▸ Exercise details
Give the number of lines in these entries that contain the string "айналма", with no further comment.

──────── Exercise data

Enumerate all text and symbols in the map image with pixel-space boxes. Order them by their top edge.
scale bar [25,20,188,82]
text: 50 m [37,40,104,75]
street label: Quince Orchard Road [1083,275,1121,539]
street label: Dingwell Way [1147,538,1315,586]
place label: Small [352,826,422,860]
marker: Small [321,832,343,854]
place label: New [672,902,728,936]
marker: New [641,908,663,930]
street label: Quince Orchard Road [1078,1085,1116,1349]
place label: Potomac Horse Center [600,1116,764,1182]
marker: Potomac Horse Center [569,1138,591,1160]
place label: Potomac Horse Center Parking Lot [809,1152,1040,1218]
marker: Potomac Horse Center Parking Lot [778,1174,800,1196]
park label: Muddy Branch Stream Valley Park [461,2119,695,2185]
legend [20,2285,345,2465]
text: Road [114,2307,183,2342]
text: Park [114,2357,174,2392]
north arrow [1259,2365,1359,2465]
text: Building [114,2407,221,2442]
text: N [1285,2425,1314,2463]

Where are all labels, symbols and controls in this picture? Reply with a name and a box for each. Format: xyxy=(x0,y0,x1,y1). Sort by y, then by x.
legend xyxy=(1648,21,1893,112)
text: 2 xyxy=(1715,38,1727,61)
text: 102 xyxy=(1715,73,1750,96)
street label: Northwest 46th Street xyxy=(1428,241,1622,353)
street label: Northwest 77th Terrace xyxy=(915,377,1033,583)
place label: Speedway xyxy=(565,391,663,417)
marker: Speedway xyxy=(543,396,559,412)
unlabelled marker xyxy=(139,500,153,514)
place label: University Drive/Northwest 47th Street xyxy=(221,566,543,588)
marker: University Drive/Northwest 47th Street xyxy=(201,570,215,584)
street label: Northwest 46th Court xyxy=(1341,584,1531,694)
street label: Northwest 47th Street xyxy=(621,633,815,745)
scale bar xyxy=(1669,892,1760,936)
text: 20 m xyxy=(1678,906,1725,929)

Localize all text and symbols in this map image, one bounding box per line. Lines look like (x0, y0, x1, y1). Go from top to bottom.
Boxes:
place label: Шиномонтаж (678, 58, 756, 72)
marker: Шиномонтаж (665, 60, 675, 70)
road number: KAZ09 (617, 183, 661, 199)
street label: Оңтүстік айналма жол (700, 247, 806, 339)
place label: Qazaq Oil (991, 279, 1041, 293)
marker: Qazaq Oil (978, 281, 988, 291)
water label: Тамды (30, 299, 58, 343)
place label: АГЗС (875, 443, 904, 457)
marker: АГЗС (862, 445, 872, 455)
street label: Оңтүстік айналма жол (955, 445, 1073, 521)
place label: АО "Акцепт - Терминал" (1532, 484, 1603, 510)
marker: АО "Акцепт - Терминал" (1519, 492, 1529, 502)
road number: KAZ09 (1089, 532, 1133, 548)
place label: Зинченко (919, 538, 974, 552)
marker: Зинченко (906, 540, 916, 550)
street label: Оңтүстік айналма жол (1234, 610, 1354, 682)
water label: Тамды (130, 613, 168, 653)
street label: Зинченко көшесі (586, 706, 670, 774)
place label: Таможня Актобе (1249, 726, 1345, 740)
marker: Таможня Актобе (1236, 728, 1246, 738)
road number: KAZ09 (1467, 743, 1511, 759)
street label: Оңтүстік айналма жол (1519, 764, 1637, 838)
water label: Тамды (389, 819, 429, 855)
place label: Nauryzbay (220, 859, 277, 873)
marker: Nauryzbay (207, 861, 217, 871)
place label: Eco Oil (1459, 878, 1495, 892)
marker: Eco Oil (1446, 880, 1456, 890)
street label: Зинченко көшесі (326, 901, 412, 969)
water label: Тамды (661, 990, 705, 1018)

────────────────

▸ Reply
4